George Lucas
The most significant development for markets is that the US core personal consumption expenditure (PCE) deflator – the Federal Reserve’s preferred measure of inflation – rose by 1.7 per cent in the year to January, says George Lucas managing director, Instreet Investment.
“This is the strongest increase in the PCE deflator since the end of 2012 and it is above the FOMC’s current median projection for the end of the year (1.6 per cent).
“It indicates that strong employment numbers and increasing average hourly wages are beginning to flow through to the real economy, causing “slack” in the US economy to decrease.
“This may be the wake-up call financial markets need to realize that the US and the world is not heading into recession.
“However, other recent data out of the US has also been strong. Not only have we seen a rebound in industrial production, but GDP has been revised up to 1% for quarter four – in contrast, the market was expecting GDP to be revised down.
“The other development worth noting is that the strong rally in oil prices last week helped plump up markets as Brent settled at $35.10 a barrel – up 6.3 per cent for the week.
Down in Australia
The 0.8 per cent quarter on quarter rise in investment in Q4 in Australia was much better than the 8.4 per cent quarter on quarter fall in Q3. The improvement suggests that GDP growth in Q4 may be stronger than previously thought.
The RBA has been waiting for investment to rise as this is the last piece of the puzzle signalling a stronger economy and reduces the likely hood of further rate cuts in Australia going forward.
This week the RBA is highly likely to leave interest rates on hold at 2.0 per cent at Tuesday’s policy meeting, but is less likely to express its displeasure at the recent strength of the dollar in the policy statement.

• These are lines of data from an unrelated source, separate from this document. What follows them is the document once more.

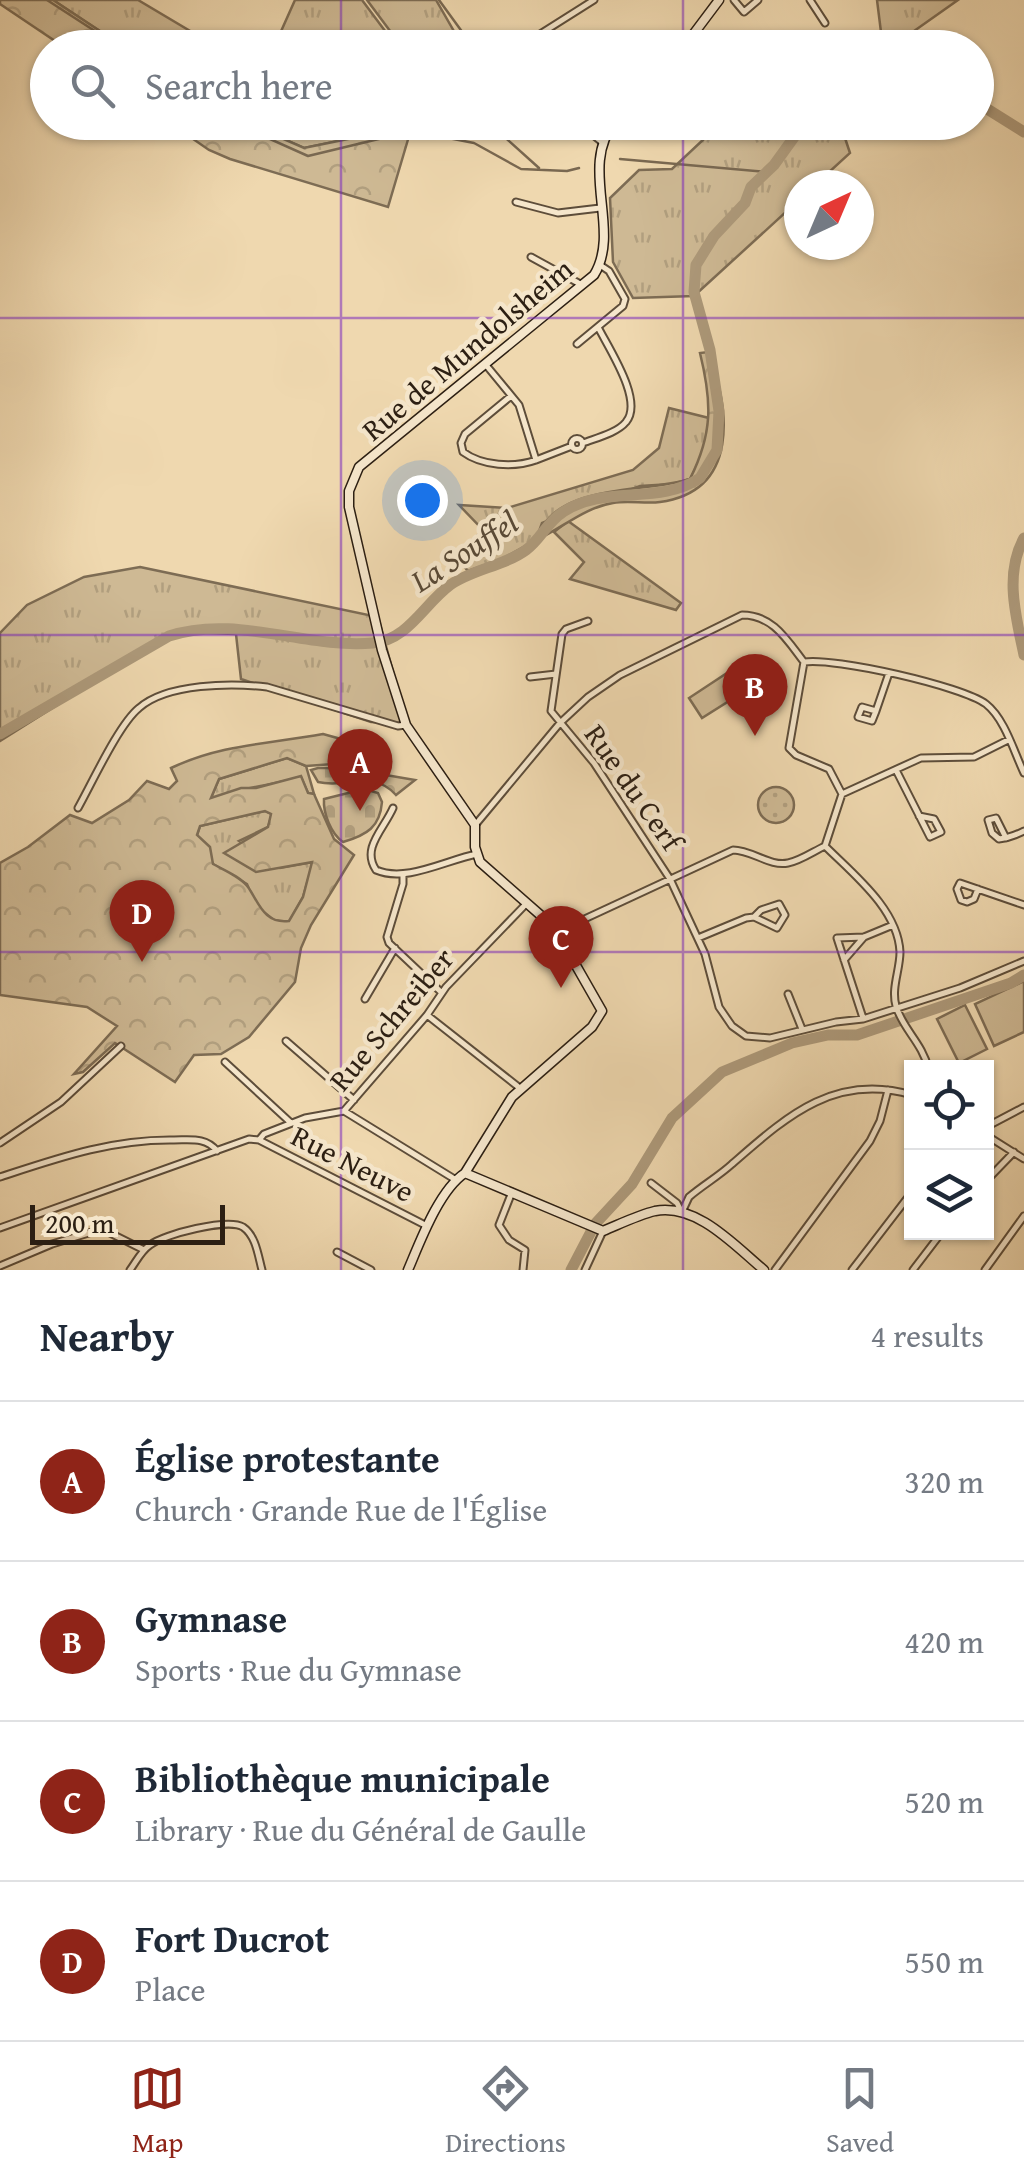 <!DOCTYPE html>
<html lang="en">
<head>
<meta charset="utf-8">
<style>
  :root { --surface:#fff; --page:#f6f6f7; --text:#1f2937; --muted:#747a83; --line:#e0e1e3; --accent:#8f2418 }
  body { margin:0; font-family:"Gentium Book Plus",serif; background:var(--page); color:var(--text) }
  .controls { position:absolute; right:30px; bottom:30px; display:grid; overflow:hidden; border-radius:0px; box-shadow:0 2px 8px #0004 }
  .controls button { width:90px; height:90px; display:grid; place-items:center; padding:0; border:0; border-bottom:2px solid var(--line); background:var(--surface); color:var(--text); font:50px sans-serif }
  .compass { position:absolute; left:784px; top:170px; width:90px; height:90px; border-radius:50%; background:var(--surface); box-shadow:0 2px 8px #0004; rotate:44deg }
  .scale { position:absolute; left:30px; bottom:25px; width:195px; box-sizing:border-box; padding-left:10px; border:5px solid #2c1f13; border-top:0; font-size:28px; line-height:35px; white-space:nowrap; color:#2c1f13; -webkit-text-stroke:8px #f5e6cb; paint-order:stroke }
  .you { position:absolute; left:422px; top:500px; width:35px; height:35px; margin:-25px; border:8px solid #fff; border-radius:50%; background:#1a73e8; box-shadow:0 0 0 15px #1a73e833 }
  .badge { display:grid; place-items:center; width:65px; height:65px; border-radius:50%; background:var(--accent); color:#fff; font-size:32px; font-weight:700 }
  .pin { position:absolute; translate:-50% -82px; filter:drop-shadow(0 2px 5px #0008) }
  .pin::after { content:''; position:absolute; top:52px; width:35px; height:30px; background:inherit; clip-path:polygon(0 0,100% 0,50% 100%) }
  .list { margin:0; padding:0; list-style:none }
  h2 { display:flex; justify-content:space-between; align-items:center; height:130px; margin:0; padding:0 40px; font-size:42px }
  h2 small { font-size:32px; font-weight:400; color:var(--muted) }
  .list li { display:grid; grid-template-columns:65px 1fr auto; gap:30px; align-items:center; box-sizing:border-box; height:160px; padding:0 40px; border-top:2px solid var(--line) }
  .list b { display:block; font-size:38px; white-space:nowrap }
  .list p { margin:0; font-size:32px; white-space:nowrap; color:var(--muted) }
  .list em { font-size:32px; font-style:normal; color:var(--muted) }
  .icon { flex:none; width:55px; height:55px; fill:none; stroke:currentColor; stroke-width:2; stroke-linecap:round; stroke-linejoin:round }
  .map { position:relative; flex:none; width:1024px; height:1270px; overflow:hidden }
  .search { position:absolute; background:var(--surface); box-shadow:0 2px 8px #0004; left:30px; right:30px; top:30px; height:110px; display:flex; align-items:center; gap:25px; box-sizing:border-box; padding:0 35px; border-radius:55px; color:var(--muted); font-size:38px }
  .sheet { height:770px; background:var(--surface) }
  nav { display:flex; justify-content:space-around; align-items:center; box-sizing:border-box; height:140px; border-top:2px solid var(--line); background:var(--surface); font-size:28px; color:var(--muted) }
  nav a { display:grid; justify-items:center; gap:5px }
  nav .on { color:var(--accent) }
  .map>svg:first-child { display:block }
</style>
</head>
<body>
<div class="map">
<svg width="1024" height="1270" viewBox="0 0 1024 1270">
  <defs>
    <pattern id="grass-tufts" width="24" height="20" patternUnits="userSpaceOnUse" patternTransform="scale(2.5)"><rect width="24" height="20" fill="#ceb994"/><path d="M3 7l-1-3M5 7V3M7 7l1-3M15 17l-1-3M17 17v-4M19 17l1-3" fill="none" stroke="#b19f7f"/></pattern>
    <pattern id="forest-crowns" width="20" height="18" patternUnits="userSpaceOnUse" patternTransform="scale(2.5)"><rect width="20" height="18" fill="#ceb994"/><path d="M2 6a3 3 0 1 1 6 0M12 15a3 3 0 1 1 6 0" fill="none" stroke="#b19f7f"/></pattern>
    <pattern id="cemetery-stones" width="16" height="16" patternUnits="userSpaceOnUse" patternTransform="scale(2.5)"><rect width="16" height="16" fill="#ceb994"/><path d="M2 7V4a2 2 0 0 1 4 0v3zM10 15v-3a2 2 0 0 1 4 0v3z" fill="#b19f7f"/></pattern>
    <pattern id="park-dots" width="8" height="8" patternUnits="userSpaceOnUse" patternTransform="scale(2.5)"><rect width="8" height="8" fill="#ceb994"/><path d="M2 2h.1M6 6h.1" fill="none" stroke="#b19f7f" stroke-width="1.8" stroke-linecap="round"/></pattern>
  </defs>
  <rect width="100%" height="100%" fill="#efd8af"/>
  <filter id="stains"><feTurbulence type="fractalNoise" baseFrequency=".002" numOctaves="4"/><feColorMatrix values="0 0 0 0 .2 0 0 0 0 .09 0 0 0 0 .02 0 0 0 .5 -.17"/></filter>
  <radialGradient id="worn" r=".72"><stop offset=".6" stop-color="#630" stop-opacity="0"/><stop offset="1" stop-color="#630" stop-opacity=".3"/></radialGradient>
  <path fill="url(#grass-tufts)" stroke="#7d6c54" stroke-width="2.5" d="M53 0H138L217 47H124Z
    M295 0H362L397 47H274Z
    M367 0H436L463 47H402Z
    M877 0H958L890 48 881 32Z
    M722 122 840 123 850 153 815 185H799V200L694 296 633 298 613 262 610 198 639 170 672 169Z
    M247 123H415L412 126 304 148Z
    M669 408 709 418 704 451 690 479 672 484 640 486 542 523 536 540 502 559 468 571 455 556 483 530 459 505 507 508 633 470 659 448Z
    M568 521 681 603 676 610 570 579 584 562 554 532Z
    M140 567 378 617 407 723 371 722 241 679 236 634 173 632 0 741V633L27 605 84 577Z
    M287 758 306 766 314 794 308 793 301 777C270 786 239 787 210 800L219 779Z
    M265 811 272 814 268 827 239 841 280 868 313 862 303 897 289 922 274 920 256 906 247 884 213 864 197 835 200 826Z"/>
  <path fill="url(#forest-crowns)" stroke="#7d6c54" stroke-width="2.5" fill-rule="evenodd" d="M0 0H53L124 47H64L0 4Z
    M170 123H247L304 148 412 126 388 207 230 159 209 150Z
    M708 352C730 409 740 491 660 502 645 504 628 500 613 503 583 508 563 528 536 540 554 482 643 494 690 479 713 433 712 402 700 353Z
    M323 734 366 746 390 758 387 769 348 763 306 766 287 758 219 779 211 798 241 788H256L301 776 308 793 314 794 334 839 354 855 311 925 301 948 295 982 249 1037 221 1054 194 1055 175 1082 115 1043 83 1072 74 1074 117 1026 87 1007 0 995V863L28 847 70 815 92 823 129 800 147 781 169 789 177 781 171 768C222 744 269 744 323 734ZM265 811 271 814 268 827 224 853 256 872 312 862 303 897 289 921C264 924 259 903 248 887 241 877 224 870 213 864L210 847 197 835 200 826Z"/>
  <path fill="url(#cemetery-stones)" stroke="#7d6c54" stroke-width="2.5" d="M318 768H345L415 780 396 795C373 769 347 789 318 782L311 770Z
    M364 789 378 793 382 802C380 827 367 835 343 842 331 834 323 813 324 799Z"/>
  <path fill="url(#park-dots)" stroke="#7d6c54" stroke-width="2.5" d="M758 805a18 18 0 1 1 36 0a18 18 0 1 1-36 0Z"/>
  <path fill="#ceb994" stroke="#7d6c54" stroke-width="2.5" d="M727 673 740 694 702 718 689 698Z
    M1024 981V1032L994 1046 975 1004Z
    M965 1005 987 1049 959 1063 937 1019Z"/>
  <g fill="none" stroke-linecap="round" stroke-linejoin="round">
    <path stroke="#796851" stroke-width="2.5" d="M47 0 121 48
      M439 0 463 33 469 48
      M232 122 308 156 412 131 474 143 521 169 567 171 579 168
      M495 122 499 132 539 168
      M620 159 767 172"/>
    <path stroke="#ad997a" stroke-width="11" d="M976 102 1024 132
      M1024 538C1004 574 1016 617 1024 655
      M0 734 169 636C236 614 305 649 373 643 408 640 424 604 450 585 473 569 504 566 526 550 541 539 547 522 563 512 605 484 658 506 700 478L717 450 719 411 710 350 694 292 696 265 714 236 745 203 751 187 774 165 805 122
      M571 1270 595 1224 632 1184 672 1118 722 1072 792 1043 828 1035H857L1011 983 1024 975"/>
    <g stroke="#5d4d3a" stroke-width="9">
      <path id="street" d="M734 0 744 12 758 0
        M810 0 825 23
        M518 48 594 0
        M577 122 602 142
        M516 202 558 213 600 208
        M531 257 582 285
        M577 344 623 306 625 299 609 271 600 265
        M486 365 519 405 536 460 572 446
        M511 396 465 434 461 443 463 452C482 466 514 468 536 460
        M571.5 444a5.5 5.5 0 1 1 11 0a5.5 5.5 0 1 1-11 0Z
        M583 443C596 438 617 433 626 422 644 401 609 349 598 327
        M588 621 566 629 562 634 551 711 594 763 670 879 705 954 719 1007 732 1026 746 1036 770 1038 836 1022 863 1019 960 988 1024 961
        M804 662C834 657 962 686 986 704 1005 719 1014 752 1024 773
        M530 677 556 674
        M876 711 872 721 858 717 862 707 876 711 889 673
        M896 770 930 837 941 832 934 819 919 816
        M78 808C92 783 119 724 139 708 167 683 232 683 267 687L398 726 406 725
        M393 808C384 829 361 848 376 870 406 883 446 860 477 854
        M476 824 560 723 588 697 620 675 742 615C773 615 787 640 804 662L789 748 796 755 829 769 842 794 921 758 974 757 1008 740
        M1006 838 996 818 988 820 992 833 999 839C1008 838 1016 835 1024 831
        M825 846C853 874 898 909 900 952 900 970 891 988 896 1006 902 1028 923 1044 928 1068
        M403 874V884L387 937 389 943 442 993
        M978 889 974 899 967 902 961 900 957 889 960 883 1024 905
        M560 934 578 922 733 850C752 850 770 867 788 863 800 861 814 851 825 846L842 794
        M698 938 746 918 754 917 777 928 785 915 779 904 761 910 754 917
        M844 960 864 937
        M788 994 802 1029
        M365 999 395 948
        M427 1015 521 1089
        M863 1018 837 938 864 937 893 925
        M286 1041 354 1100
        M225 1062 291 1123
        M344 1111 456 1180
        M986 1127 1024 1107
        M986 1135 1024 1159
        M259 1140 264 1134 305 1118 344 1111 427 1015 446 987 526 904
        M259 1140 427 1226
        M0 1143 61 1102 121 1046
        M0 1177C58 1158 112 1139 174 1140 191 1140 206 1137 217 1151
        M986 1181 1014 1152
        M651 1183 677 1203 680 1209
        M512 1192 499 1225 509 1240 525 1250 523 1270
        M682 1212 689 1197C703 1185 719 1176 732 1164 785 1118 834 1072 912 1095
        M0 1228 249 1139 259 1140
        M337 1252 371 1270
        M0 1266 52 1244 102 1229 144 1250
        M130 1270C136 1262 141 1251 150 1245 164 1234 228 1218 243 1227 256 1236 258 1255 262 1270
        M585 1270 603 1231
        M775 1270 870 1141 880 1121 888 1090
        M852 1270 912 1192
        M913 1270 942 1232
        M985 1270 1024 1216"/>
    </g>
    <g stroke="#2c1f13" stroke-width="11">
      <path id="secondary" d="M683 48 719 0
        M465 1173 603 1231C620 1224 638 1215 655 1211 697 1203 735 1246 764 1270
        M408 1270C420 1242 439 1190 465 1173L512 1097 592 1027 602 1011 554 927 480 862 475 847V825L406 725 382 650 349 507V491L359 467 594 275C622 230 578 166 615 122"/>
    </g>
    <use href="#street" stroke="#f5e6cb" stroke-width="5"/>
    <use href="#secondary" stroke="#f5e6cb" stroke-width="8"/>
  </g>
  <path fill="none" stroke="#7b2cbf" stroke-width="2.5" stroke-opacity="0.55" d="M341 0V48M683 0V48M341 122V1270M683 122V1270M0 318H1024M0 635H1024M0 952H1024"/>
  <g text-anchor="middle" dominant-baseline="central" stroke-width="9" stroke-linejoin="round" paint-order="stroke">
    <g font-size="30" fill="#2c1f13" stroke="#f5e6cb">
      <text transform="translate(467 349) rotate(-40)">Rue de Mundolsheim</text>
      <text transform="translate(634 787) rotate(55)">Rue du Cerf</text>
      <text transform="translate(391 1019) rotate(-50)">Rue Schreiber</text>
      <text transform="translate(353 1163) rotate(27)">Rue Neuve</text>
    </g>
    <g font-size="32" font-style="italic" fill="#594a37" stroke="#f5e6cb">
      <text transform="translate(464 551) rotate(-33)">La Souffel</text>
    </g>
  </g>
  <rect width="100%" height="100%" filter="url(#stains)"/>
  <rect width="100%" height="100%" fill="url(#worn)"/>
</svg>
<div class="controls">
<button><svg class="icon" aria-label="locate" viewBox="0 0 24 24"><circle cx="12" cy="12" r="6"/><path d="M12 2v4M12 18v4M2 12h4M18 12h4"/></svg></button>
<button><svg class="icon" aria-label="layers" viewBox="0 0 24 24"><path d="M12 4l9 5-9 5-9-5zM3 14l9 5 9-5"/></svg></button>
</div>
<svg class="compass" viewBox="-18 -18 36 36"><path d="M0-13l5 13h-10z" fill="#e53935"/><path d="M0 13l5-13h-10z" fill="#747a83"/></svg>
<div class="scale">200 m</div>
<div class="you"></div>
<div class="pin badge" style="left:360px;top:811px">A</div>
<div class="pin badge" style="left:755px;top:736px">B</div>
<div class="pin badge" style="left:561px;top:988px">C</div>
<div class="pin badge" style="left:142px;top:962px">D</div>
<div class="search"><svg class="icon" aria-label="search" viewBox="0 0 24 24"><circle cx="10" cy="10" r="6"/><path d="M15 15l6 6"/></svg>Search here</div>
</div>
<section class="sheet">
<h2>Nearby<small>4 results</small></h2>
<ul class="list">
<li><span class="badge">A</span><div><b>Église protestante</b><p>Church · Grande Rue de l'Église</p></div><em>320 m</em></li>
<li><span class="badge">B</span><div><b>Gymnase</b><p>Sports · Rue du Gymnase</p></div><em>420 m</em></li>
<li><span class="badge">C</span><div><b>Bibliothèque municipale</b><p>Library · Rue du Général de Gaulle</p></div><em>520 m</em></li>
<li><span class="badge">D</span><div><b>Fort Ducrot</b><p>Place</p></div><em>550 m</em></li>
</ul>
</section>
<nav>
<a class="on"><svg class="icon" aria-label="map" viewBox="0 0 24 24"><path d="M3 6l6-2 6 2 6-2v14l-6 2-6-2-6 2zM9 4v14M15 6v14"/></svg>Map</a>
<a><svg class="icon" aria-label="directions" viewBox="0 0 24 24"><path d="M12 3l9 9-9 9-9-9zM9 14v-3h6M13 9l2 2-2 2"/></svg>Directions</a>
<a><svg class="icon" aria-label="saved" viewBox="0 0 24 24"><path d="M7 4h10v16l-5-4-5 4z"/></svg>Saved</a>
</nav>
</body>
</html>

Release of the Australian National Accounts on Wednesday should show that GDP rose by 0.6 per cent quarter on quarter in Q4. And the release of January’s international trade and retail sales figures on Thursday and Friday, respectively, will probably suggest that the economy performed reasonably well at the start of this year too.
G20 disappoints
Finance ministers and central bankers clashed at the G20 meeting over a number of issues – ranging from the need for global stimulus to negative interest rates. The fallout is that they are unlikely to agree on the “bold” measures urged by the International Monetary Fund (IMF) earlier this week.
The IMF wants countries that have already made commitments to the G20 growth initiative to accelerate those commitments. They feel the world needs the support right now (even though numbers out of the US are looking positive).
There was also pressure on China to do more and to implement stimulus policy quicker.
Another point of contention was divergent interest rate policies. Some countries that have adopted negative rates were attacked as it is believed this policy is aimed at boosting demand through weakening currencies – a zero sum game for the global economy.
There are also fears that after G20, Japan may intervene in currency markets to weaken the YEN. The negative interest rate policy has been over shadowed by the flight to the YEN as a safe haven currency – significantly strengthening the YEN.
With the G20 over, Japan no longer needs to be on its best behaviour and intervention in currency markets to weaken the YEN is now more likely.